Record set section start

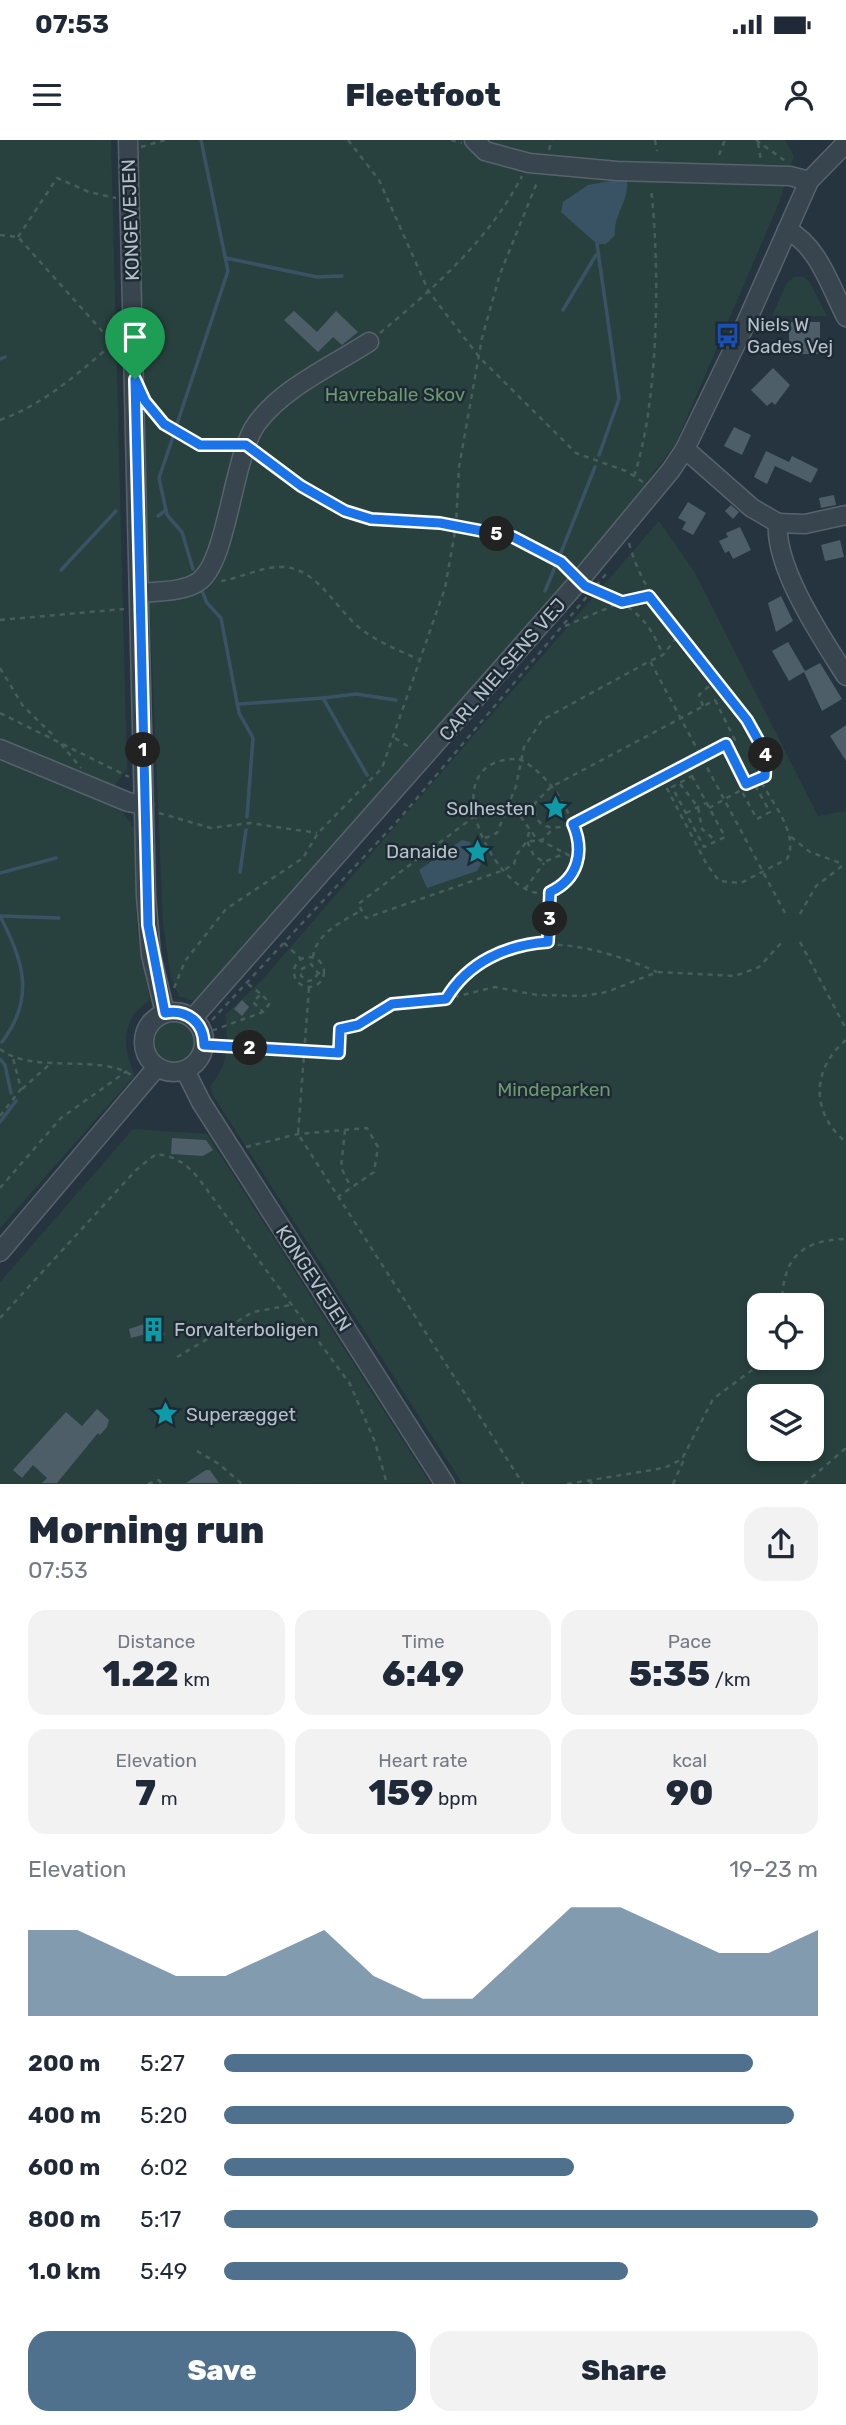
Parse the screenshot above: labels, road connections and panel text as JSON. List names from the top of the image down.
{
  "streets": {
    "street": ["KONGEVEJEN", "CARL NIELSENS VEJ"]
  },
  "crossings": [
    ["KONGEVEJEN", "CARL NIELSENS VEJ"]
  ],
  "parks": ["Havreballe Skov", "Mindeparken"],
  "places": {
    "bus stop": ["Niels W Gades Vej"],
    "place": ["Solhesten", "Danaide", "Superægget"],
    "building": ["Forvalterboligen"]
  },
  "page": {
    "status": "07:53",
    "header": "Fleetfoot",
    "pins": [
      "5",
      "1",
      "4",
      "3",
      "2"
    ],
    "heading": ["Morning run", "07:53"],
    "stats": [
      ["Distance", "1.22 km"],
      ["Time", "6:49"],
      ["Pace", "5:35 /km"],
      ["Elevation", "7 m"],
      ["Heart rate", "159 bpm"],
      ["kcal", "90"]
    ],
    "chart": ["Elevation", "19–23 m"],
    "list": [
      {
        "name": "200 m",
        "note": "5:27"
      },
      {
        "name": "400 m",
        "note": "5:20"
      },
      {
        "name": "600 m",
        "note": "6:02"
      },
      {
        "name": "800 m",
        "note": "5:17"
      },
      {
        "name": "1.0 km",
        "note": "5:49"
      }
    ],
    "buttons": ["Save", "Share"]
  }
}
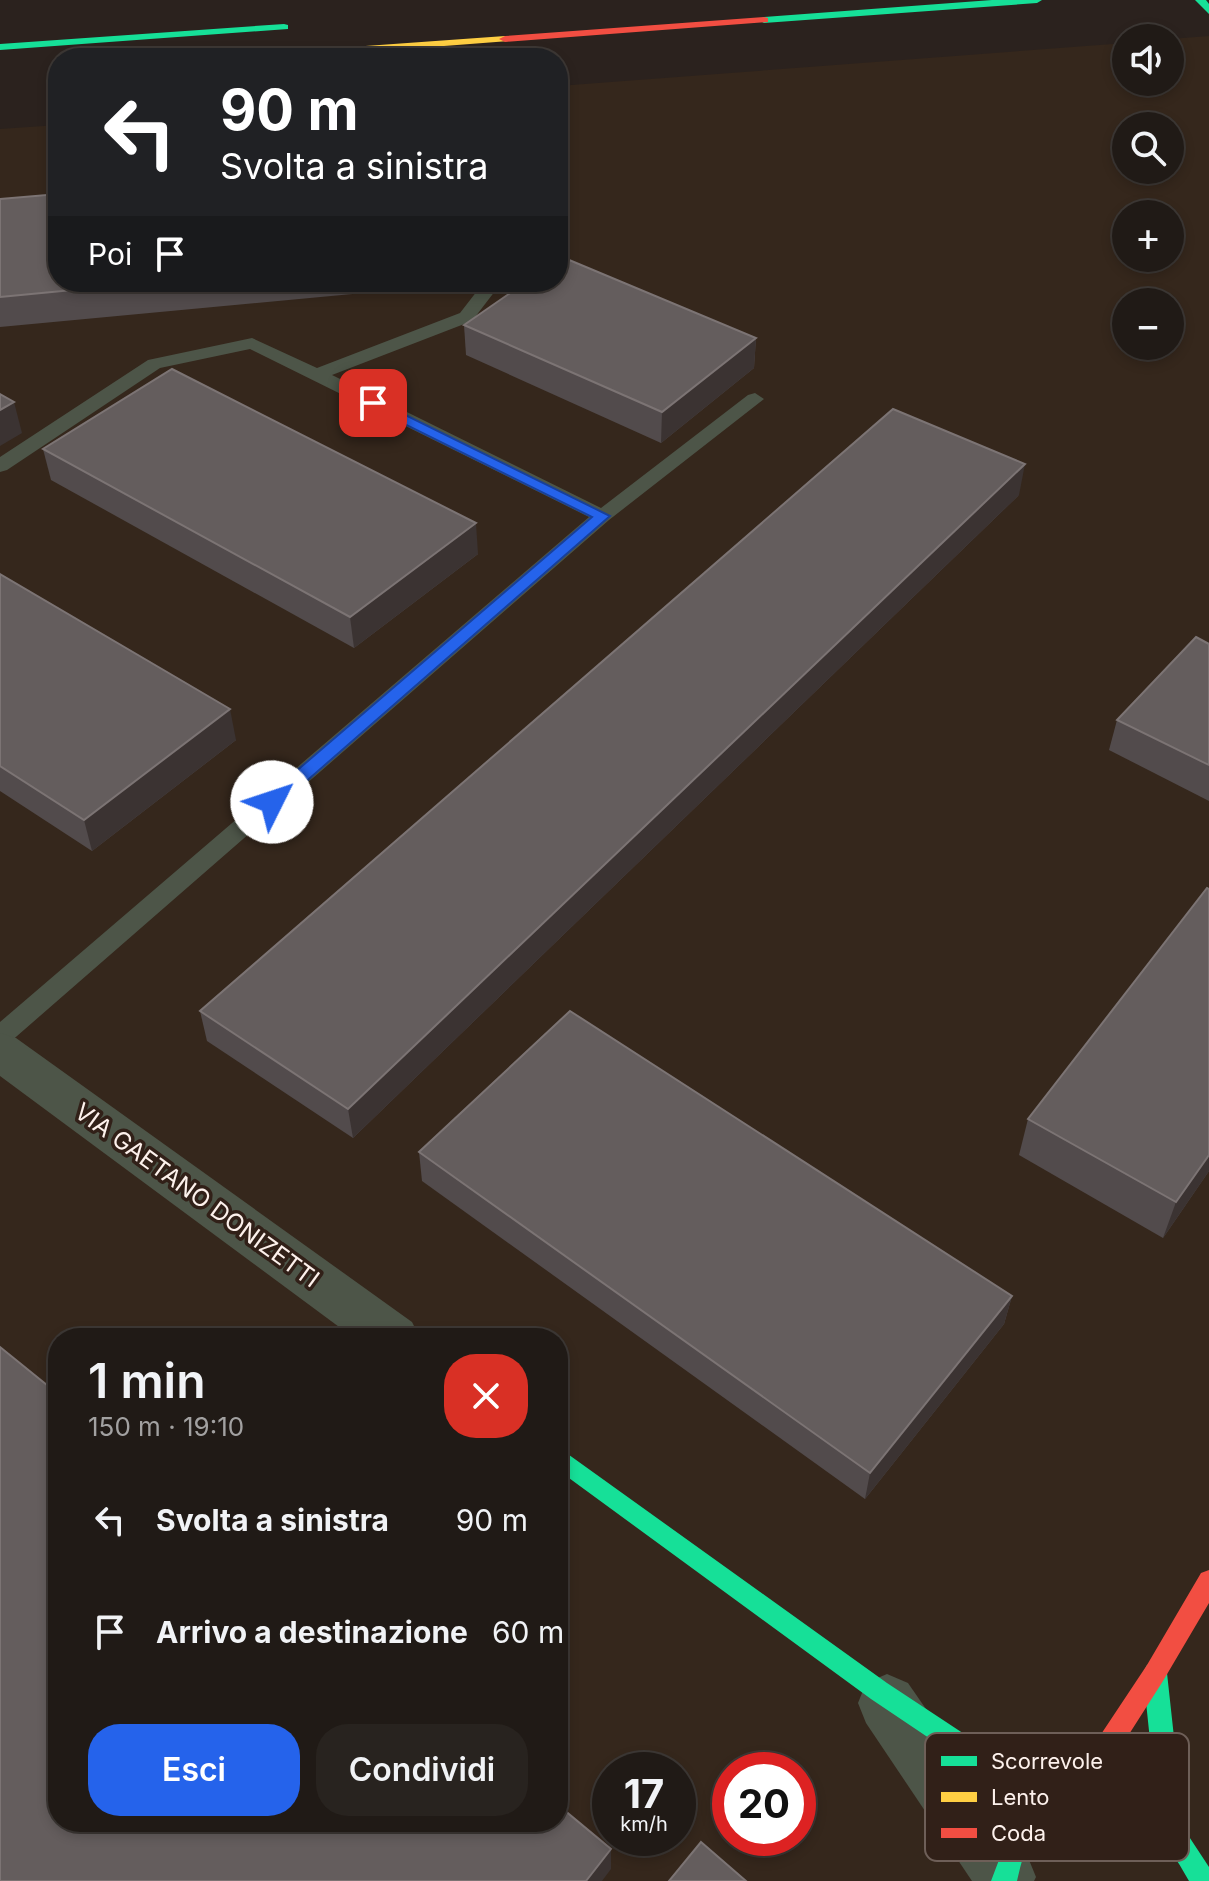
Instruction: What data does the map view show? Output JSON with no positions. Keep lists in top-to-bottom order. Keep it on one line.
{"streets":{"street":["VIA GAETANO DONIZETTI"]},"legend":["Scorrevole","Lento","Coda"],"page":{"map_buttons":["+","−"],"turn":["90 m","Svolta a sinistra"],"then":"Poi","heading":["1 min","150 m · 19:10"],"list":[{"name":"Svolta a sinistra","value":"90 m"},{"name":"Arrivo a destinazione","value":"60 m"}],"buttons":["Esci","Condividi"],"speed":"17 km/h","limit":"20"}}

Record set section end

◆ **Work instructions**
The whole listing is to be duplicated verbatim, apart from its images.

◆ **Reply**
Parse the screenshot above: labels, road connections and panel text as JSON. List names from the top of the image down.
{
  "streets": {
    "street": ["KONGEVEJEN", "CARL NIELSENS VEJ"]
  },
  "crossings": [
    ["KONGEVEJEN", "CARL NIELSENS VEJ"]
  ],
  "parks": ["Havreballe Skov", "Mindeparken"],
  "places": {
    "bus stop": ["Niels W Gades Vej"],
    "place": ["Solhesten", "Danaide", "Superægget"],
    "building": ["Forvalterboligen"]
  },
  "page": {
    "status": "07:53",
    "header": "Fleetfoot",
    "pins": [
      "5",
      "1",
      "4",
      "3",
      "2"
    ],
    "heading": ["Morning run", "07:53"],
    "stats": [
      ["Distance", "1.22 km"],
      ["Time", "6:49"],
      ["Pace", "5:35 /km"],
      ["Elevation", "7 m"],
      ["Heart rate", "159 bpm"],
      ["kcal", "90"]
    ],
    "chart": ["Elevation", "19–23 m"],
    "list": [
      {
        "name": "200 m",
        "note": "5:27"
      },
      {
        "name": "400 m",
        "note": "5:20"
      },
      {
        "name": "600 m",
        "note": "6:02"
      },
      {
        "name": "800 m",
        "note": "5:17"
      },
      {
        "name": "1.0 km",
        "note": "5:49"
      }
    ],
    "buttons": ["Save", "Share"]
  }
}
Instruction: What data does the map view show? Output JSON with no positions. Keep lists in top-to-bottom order. Keep it on one line.
{"streets":{"street":["VIA GAETANO DONIZETTI"]},"legend":["Scorrevole","Lento","Coda"],"page":{"map_buttons":["+","−"],"turn":["90 m","Svolta a sinistra"],"then":"Poi","heading":["1 min","150 m · 19:10"],"list":[{"name":"Svolta a sinistra","value":"90 m"},{"name":"Arrivo a destinazione","value":"60 m"}],"buttons":["Esci","Condividi"],"speed":"17 km/h","limit":"20"}}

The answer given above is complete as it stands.